- [Data extract]:
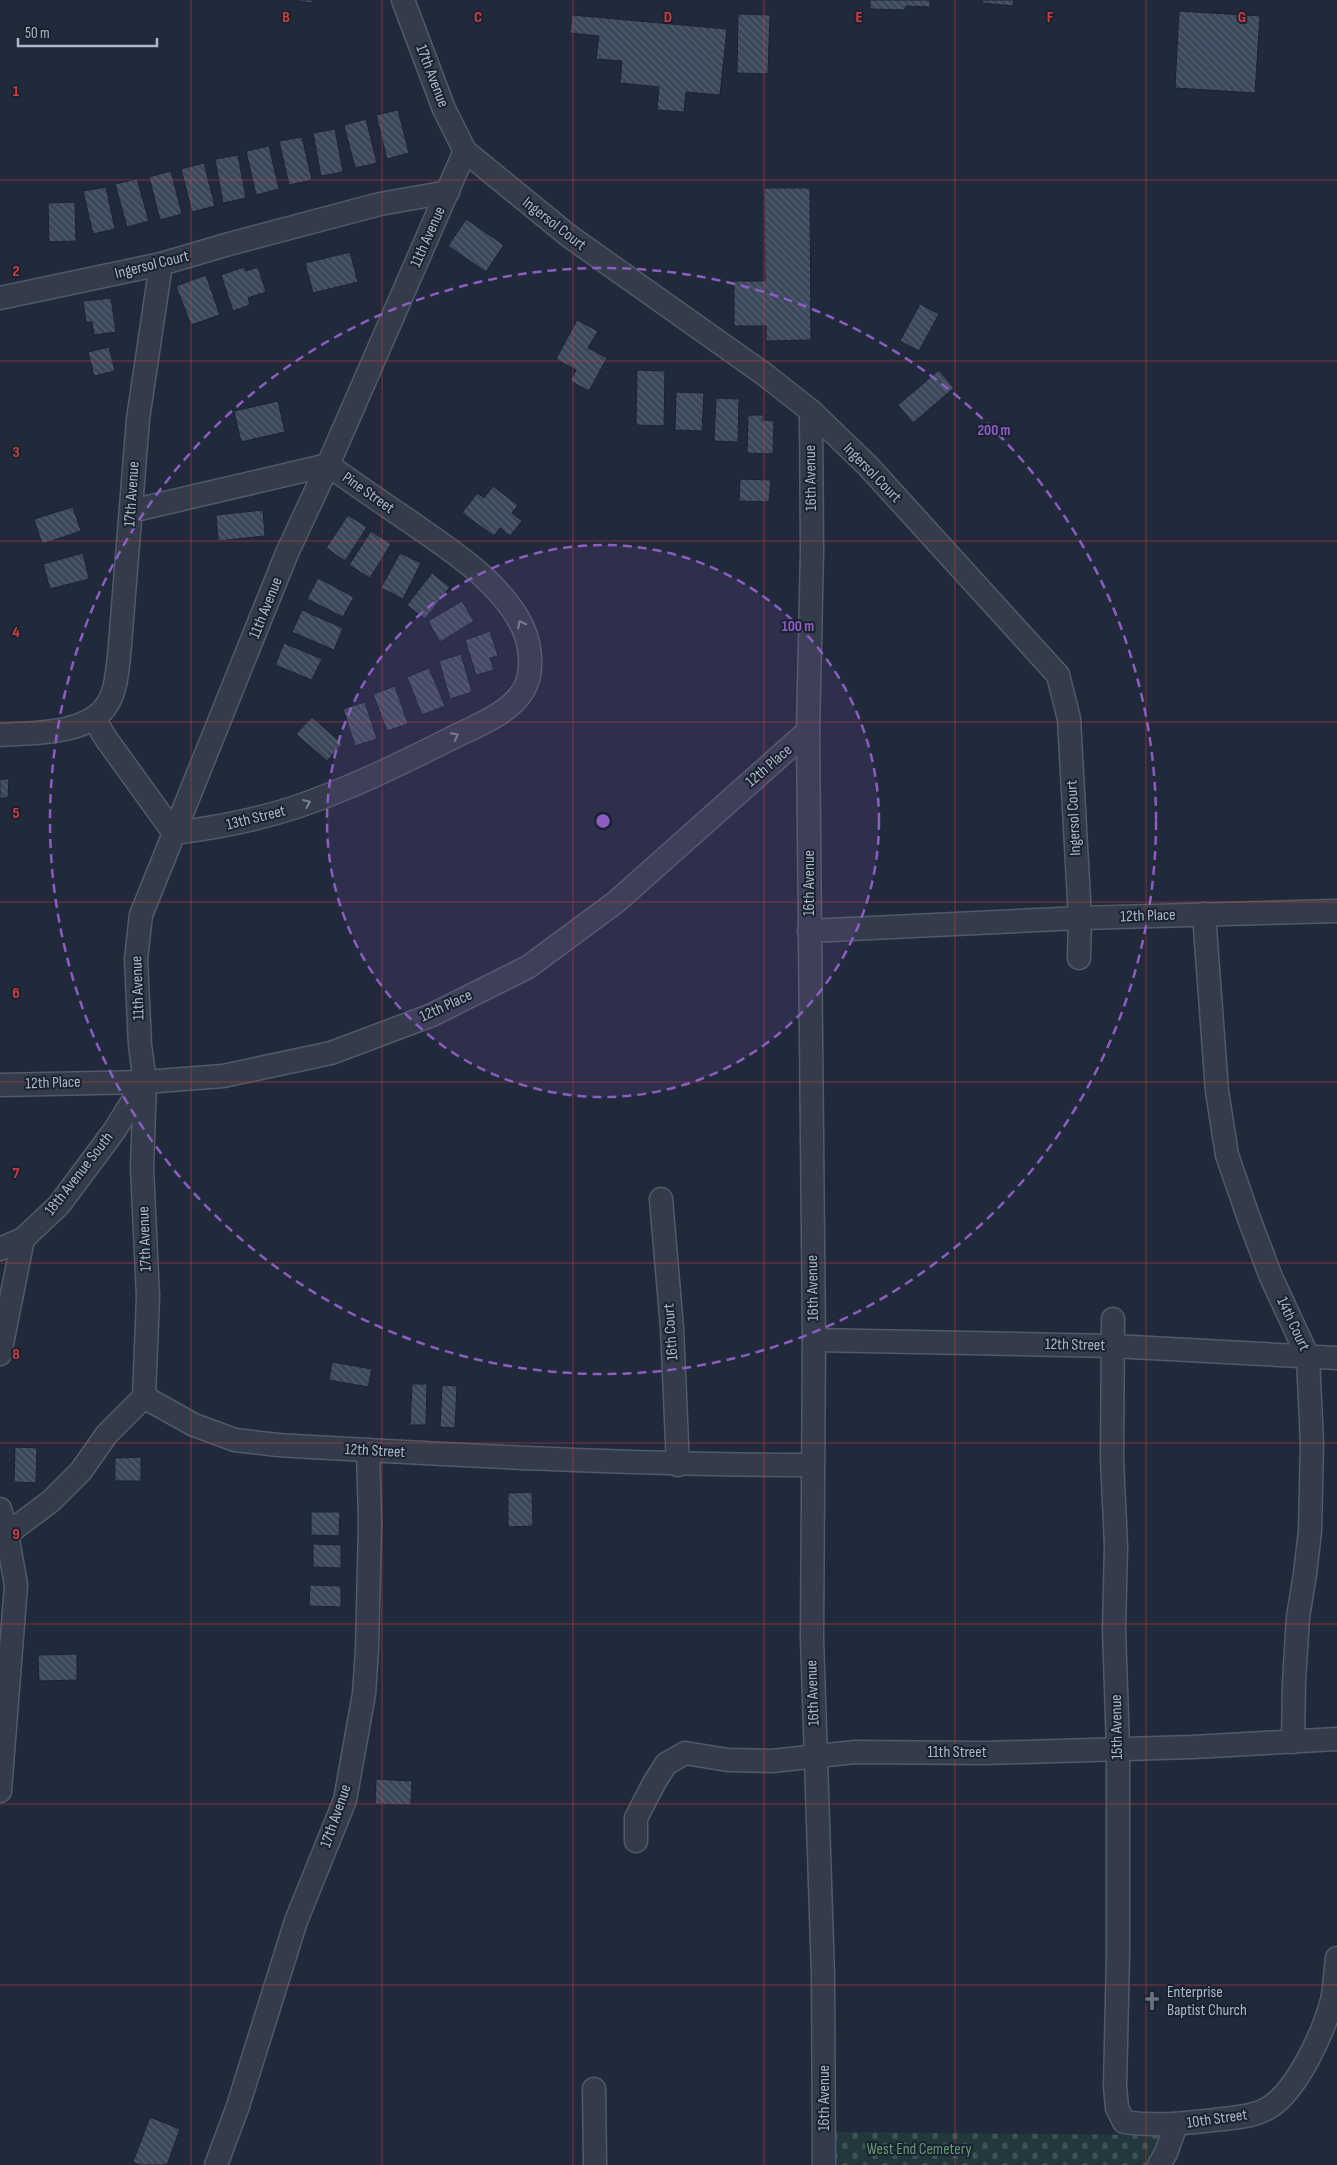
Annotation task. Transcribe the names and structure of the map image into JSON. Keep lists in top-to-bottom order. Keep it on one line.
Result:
{"streets":{"street":["17th Avenue","Ingersol Court","11th Avenue","16th Avenue","Pine Street","12th Place","13th Street","18th Avenue South","14th Court","16th Court","12th Street","15th Avenue","11th Street","10th Street"]},"crossings":[["17th Avenue","Ingersol Court"],["17th Avenue","11th Avenue"],["17th Avenue","Pine Street"],["17th Avenue","12th Place"],["17th Avenue","18th Avenue South"],["17th Avenue","12th Street"],["Ingersol Court","11th Avenue"],["Ingersol Court","16th Avenue"],["Ingersol Court","12th Place"],["11th Avenue","Pine Street"],["11th Avenue","12th Place"],["11th Avenue","13th Street"],["11th Avenue","18th Avenue South"],["16th Avenue","12th Place"],["16th Avenue","12th Street"],["16th Avenue","11th Street"],["Pine Street","13th Street"],["12th Place","18th Avenue South"],["12th Place","14th Court"],["14th Court","12th Street"],["14th Court","11th Street"],["16th Court","12th Street"],["12th Street","15th Avenue"],["15th Avenue","11th Street"],["15th Avenue","10th Street"]],"one_way":["Pine Street","13th Street"],"parks":["West End Cemetery"],"places":{"church":["Enterprise Baptist Church"]},"scale_bar":"50 m","grid":{"columns":["B","C","D","E","F","G"],"rows":["1","2","3","4","5","6","7","8","9"]},"rings":["200 m","100 m"]}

- [What you are asked to do]: Would you restate the listing word for word and leave every picture out?

- [Solution for this problem]:
Annotation task. Transcribe the names and structure of the map image into JSON. Keep lists in top-to-bottom order. Keep it on one line.
Result:
{"streets":{"street":["17th Avenue","Ingersol Court","11th Avenue","16th Avenue","Pine Street","12th Place","13th Street","18th Avenue South","14th Court","16th Court","12th Street","15th Avenue","11th Street","10th Street"]},"crossings":[["17th Avenue","Ingersol Court"],["17th Avenue","11th Avenue"],["17th Avenue","Pine Street"],["17th Avenue","12th Place"],["17th Avenue","18th Avenue South"],["17th Avenue","12th Street"],["Ingersol Court","11th Avenue"],["Ingersol Court","16th Avenue"],["Ingersol Court","12th Place"],["11th Avenue","Pine Street"],["11th Avenue","12th Place"],["11th Avenue","13th Street"],["11th Avenue","18th Avenue South"],["16th Avenue","12th Place"],["16th Avenue","12th Street"],["16th Avenue","11th Street"],["Pine Street","13th Street"],["12th Place","18th Avenue South"],["12th Place","14th Court"],["14th Court","12th Street"],["14th Court","11th Street"],["16th Court","12th Street"],["12th Street","15th Avenue"],["15th Avenue","11th Street"],["15th Avenue","10th Street"]],"one_way":["Pine Street","13th Street"],"parks":["West End Cemetery"],"places":{"church":["Enterprise Baptist Church"]},"scale_bar":"50 m","grid":{"columns":["B","C","D","E","F","G"],"rows":["1","2","3","4","5","6","7","8","9"]},"rings":["200 m","100 m"]}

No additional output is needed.